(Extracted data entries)
----------------
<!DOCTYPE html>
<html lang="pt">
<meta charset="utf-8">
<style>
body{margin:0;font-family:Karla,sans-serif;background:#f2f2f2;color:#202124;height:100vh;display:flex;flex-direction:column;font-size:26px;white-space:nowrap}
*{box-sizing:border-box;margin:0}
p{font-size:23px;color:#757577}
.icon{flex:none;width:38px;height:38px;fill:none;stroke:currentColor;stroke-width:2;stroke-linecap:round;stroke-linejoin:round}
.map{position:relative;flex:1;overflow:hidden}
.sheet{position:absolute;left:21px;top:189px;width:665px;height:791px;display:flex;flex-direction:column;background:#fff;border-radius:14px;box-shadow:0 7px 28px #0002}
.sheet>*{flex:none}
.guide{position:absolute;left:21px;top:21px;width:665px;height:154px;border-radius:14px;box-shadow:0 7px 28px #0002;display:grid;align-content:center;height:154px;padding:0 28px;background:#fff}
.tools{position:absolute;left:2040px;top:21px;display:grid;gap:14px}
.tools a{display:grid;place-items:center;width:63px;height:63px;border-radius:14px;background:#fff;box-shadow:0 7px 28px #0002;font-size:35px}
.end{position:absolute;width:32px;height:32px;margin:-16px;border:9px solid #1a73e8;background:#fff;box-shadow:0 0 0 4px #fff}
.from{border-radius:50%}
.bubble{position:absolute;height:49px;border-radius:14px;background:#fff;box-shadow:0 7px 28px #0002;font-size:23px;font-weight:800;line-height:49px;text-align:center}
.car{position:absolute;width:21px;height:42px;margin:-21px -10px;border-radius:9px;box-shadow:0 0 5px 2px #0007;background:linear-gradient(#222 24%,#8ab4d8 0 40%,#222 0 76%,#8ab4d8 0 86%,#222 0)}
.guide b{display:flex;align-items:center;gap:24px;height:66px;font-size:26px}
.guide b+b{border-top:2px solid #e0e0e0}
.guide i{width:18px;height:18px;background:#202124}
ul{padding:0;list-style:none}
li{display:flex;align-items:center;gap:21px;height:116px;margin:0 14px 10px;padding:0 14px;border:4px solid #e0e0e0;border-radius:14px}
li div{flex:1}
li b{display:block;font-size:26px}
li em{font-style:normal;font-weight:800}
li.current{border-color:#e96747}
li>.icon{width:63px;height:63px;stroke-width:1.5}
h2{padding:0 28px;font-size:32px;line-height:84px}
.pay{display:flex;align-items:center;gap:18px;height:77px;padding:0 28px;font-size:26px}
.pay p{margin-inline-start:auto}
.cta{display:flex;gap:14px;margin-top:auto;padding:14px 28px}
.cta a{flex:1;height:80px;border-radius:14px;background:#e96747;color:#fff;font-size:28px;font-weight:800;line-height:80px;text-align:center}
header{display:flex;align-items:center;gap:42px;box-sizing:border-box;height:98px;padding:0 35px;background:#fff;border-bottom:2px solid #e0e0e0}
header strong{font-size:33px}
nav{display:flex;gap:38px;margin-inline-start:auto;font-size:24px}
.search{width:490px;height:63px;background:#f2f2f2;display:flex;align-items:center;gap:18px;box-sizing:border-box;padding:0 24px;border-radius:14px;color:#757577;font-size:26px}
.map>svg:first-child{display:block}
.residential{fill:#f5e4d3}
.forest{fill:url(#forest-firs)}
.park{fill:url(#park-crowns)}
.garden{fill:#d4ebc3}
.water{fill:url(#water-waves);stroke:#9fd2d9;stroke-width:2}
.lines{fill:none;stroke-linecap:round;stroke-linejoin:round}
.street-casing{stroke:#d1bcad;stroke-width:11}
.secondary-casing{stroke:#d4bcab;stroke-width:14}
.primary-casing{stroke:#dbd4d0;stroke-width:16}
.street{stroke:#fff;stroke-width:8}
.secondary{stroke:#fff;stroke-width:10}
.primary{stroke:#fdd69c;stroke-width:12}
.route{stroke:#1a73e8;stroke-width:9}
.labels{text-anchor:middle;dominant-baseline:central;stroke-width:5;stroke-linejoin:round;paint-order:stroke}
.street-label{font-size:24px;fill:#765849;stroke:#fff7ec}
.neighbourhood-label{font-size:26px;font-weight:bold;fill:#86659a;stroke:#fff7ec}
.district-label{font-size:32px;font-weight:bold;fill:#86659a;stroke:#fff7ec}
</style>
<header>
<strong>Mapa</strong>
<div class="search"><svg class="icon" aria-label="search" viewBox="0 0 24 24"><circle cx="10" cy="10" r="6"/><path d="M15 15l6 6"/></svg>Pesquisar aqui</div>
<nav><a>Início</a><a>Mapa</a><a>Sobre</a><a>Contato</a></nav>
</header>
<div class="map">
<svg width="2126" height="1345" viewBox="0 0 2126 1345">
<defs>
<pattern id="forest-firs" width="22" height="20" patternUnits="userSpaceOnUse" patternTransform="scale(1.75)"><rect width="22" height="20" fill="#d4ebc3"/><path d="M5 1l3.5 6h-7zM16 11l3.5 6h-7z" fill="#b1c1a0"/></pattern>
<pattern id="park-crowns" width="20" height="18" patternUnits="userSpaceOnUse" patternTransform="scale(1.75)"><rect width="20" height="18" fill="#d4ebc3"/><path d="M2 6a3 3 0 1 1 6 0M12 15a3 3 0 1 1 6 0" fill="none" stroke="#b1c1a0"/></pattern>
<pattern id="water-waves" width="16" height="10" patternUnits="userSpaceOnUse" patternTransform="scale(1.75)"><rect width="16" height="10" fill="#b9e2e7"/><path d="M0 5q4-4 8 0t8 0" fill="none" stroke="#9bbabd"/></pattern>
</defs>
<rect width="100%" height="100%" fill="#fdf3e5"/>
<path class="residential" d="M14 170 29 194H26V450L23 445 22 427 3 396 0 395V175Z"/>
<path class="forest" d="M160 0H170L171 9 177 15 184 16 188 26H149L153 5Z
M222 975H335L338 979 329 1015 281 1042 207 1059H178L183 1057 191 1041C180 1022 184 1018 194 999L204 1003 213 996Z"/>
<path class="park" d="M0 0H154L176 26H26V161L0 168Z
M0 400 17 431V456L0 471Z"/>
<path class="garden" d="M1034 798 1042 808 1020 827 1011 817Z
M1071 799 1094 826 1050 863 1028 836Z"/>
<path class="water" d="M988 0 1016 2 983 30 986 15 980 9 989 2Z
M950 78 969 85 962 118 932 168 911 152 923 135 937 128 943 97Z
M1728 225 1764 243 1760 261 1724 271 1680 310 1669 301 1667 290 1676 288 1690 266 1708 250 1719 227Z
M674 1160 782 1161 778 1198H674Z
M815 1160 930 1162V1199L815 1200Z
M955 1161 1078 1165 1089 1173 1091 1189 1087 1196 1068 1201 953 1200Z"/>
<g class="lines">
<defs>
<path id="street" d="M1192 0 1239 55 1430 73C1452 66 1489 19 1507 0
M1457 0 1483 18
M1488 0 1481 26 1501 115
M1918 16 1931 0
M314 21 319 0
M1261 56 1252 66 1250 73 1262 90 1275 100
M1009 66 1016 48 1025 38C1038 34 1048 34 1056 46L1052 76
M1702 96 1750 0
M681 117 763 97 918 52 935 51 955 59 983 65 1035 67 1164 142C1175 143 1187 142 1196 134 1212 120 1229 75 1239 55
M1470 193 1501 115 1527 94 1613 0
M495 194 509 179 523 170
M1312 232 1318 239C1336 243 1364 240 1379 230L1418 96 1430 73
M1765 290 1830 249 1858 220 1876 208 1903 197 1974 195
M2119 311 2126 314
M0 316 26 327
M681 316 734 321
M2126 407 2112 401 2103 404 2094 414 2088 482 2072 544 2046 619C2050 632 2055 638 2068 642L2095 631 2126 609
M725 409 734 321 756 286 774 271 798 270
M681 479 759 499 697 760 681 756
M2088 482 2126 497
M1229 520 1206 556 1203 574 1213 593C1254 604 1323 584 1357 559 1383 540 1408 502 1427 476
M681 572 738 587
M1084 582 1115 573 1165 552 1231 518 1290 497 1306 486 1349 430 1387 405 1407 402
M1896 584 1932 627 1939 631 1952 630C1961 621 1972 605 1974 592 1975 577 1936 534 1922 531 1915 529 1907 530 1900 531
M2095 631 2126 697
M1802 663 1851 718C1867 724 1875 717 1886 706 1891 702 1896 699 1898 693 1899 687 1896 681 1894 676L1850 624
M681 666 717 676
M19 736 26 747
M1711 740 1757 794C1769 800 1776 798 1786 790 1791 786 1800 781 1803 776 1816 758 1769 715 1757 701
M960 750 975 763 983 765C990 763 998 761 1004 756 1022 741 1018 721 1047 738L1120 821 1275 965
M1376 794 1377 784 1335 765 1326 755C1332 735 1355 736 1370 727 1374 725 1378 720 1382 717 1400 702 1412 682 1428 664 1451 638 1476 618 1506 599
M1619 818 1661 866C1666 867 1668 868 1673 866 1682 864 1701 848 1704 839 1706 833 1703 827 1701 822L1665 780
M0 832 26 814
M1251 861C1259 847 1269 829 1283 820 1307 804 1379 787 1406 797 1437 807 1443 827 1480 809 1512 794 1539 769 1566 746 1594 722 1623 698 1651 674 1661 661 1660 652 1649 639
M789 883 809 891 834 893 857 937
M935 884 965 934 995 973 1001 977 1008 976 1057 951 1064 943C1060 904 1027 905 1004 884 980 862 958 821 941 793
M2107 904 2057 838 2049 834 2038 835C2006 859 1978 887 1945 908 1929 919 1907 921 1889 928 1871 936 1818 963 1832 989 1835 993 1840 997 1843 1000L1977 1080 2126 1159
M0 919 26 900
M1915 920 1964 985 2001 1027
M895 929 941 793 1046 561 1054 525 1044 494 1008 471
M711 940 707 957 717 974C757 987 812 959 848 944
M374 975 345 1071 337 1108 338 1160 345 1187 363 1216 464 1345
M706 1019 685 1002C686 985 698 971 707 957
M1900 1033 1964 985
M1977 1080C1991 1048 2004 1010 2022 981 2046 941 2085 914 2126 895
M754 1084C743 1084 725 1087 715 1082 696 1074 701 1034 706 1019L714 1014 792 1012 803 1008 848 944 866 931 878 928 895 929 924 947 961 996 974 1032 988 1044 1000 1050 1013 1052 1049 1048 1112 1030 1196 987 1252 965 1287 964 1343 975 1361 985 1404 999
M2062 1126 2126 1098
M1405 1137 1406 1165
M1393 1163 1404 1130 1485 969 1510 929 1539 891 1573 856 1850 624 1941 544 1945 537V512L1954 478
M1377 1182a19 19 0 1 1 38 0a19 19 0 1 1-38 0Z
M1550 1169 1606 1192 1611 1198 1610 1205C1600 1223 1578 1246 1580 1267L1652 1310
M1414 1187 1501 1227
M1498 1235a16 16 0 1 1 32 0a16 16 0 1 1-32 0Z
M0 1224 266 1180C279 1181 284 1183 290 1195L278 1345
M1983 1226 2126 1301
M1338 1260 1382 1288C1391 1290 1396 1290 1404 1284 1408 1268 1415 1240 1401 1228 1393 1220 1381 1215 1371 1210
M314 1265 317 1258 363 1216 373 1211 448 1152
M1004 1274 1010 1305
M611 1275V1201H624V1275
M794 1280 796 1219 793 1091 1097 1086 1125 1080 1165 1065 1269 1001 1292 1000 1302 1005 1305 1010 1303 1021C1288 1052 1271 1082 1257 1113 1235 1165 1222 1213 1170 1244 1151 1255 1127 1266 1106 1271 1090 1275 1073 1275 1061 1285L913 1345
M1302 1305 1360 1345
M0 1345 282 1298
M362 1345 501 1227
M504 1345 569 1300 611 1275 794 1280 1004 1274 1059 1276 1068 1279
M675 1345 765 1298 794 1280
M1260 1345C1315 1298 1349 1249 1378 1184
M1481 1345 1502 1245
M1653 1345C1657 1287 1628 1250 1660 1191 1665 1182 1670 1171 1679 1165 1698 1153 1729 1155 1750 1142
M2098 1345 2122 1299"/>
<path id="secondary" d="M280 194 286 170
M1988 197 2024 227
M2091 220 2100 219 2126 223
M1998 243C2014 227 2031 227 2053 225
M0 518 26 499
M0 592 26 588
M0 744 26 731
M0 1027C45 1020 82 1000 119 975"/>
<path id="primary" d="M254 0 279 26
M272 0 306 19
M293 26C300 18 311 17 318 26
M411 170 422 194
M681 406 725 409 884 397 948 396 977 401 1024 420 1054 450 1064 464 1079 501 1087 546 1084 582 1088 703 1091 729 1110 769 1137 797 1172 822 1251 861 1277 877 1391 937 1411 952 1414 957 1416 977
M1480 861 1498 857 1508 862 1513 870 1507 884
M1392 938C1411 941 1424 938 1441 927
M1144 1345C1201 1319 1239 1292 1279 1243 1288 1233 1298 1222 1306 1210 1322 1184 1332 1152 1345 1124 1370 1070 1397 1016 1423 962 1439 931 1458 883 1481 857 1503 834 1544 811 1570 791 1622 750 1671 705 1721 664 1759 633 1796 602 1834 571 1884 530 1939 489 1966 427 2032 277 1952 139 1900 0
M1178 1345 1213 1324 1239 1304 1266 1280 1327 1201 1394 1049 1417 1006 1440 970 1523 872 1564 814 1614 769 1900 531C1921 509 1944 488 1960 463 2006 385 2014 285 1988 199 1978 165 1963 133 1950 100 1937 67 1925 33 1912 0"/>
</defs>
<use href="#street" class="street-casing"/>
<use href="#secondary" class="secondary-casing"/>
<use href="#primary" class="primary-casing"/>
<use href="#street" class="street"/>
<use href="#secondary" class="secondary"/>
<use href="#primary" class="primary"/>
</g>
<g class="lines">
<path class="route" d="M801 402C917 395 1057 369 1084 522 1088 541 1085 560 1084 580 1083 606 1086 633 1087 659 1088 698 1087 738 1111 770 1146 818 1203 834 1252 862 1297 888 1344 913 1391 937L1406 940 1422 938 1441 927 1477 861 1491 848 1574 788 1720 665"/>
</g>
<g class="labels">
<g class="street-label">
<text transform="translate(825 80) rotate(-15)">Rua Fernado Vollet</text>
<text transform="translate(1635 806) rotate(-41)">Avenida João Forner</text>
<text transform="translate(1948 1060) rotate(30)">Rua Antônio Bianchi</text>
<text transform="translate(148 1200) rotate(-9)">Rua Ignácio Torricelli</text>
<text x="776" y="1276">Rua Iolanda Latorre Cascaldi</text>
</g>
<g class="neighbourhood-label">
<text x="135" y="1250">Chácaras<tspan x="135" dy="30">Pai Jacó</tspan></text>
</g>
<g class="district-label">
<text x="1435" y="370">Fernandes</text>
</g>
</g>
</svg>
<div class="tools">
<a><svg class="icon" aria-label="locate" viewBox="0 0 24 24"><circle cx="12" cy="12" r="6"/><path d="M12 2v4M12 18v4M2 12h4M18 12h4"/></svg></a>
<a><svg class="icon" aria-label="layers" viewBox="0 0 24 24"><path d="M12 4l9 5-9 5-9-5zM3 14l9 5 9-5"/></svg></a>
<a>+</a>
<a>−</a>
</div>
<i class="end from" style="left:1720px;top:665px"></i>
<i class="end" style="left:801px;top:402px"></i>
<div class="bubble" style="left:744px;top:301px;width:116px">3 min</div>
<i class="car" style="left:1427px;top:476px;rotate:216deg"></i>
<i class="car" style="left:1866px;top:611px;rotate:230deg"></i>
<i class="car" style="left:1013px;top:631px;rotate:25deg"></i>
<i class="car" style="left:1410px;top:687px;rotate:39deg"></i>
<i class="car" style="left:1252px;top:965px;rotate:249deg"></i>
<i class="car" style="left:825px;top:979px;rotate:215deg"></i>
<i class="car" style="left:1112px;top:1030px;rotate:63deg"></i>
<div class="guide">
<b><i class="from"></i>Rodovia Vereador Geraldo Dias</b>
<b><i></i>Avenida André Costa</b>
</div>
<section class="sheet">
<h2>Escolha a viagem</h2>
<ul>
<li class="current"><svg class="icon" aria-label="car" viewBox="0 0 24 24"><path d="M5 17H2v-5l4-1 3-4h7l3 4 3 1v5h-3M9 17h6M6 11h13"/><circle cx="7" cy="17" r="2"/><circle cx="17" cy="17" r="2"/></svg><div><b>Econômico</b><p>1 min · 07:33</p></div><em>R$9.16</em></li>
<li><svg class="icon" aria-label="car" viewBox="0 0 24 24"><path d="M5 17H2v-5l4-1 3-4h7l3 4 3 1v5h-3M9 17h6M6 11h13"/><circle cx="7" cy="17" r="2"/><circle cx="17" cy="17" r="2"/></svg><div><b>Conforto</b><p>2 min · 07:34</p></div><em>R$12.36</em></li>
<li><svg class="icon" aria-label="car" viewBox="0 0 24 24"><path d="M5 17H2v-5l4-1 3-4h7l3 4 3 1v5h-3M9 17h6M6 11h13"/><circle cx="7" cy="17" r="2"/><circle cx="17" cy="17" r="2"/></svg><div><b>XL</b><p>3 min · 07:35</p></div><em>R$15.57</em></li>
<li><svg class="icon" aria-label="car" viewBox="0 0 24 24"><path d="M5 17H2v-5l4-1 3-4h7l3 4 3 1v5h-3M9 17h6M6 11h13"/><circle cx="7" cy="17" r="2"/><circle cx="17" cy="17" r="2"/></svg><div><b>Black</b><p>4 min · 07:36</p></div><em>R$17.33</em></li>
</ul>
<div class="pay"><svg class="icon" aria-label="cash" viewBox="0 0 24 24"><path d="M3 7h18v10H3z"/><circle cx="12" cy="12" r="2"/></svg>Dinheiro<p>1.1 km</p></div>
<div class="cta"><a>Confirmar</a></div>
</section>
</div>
----------------
> **What to produce**: Reproduce, character for character, only the lines of the preceding data that start at the line with "M2088 482 2126 497" and end at the line with "M960 750 975", both included.

> **Written response**:
M2088 482 2126 497
M1229 520 1206 556 1203 574 1213 593C1254 604 1323 584 1357 559 1383 540 1408 502 1427 476
M681 572 738 587
M1084 582 1115 573 1165 552 1231 518 1290 497 1306 486 1349 430 1387 405 1407 402
M1896 584 1932 627 1939 631 1952 630C1961 621 1972 605 1974 592 1975 577 1936 534 1922 531 1915 529 1907 530 1900 531
M2095 631 2126 697
M1802 663 1851 718C1867 724 1875 717 1886 706 1891 702 1896 699 1898 693 1899 687 1896 681 1894 676L1850 624
M681 666 717 676
M19 736 26 747
M1711 740 1757 794C1769 800 1776 798 1786 790 1791 786 1800 781 1803 776 1816 758 1769 715 1757 701
M960 750 975 763 983 765C990 763 998 761 1004 756 1022 741 1018 721 1047 738L1120 821 1275 965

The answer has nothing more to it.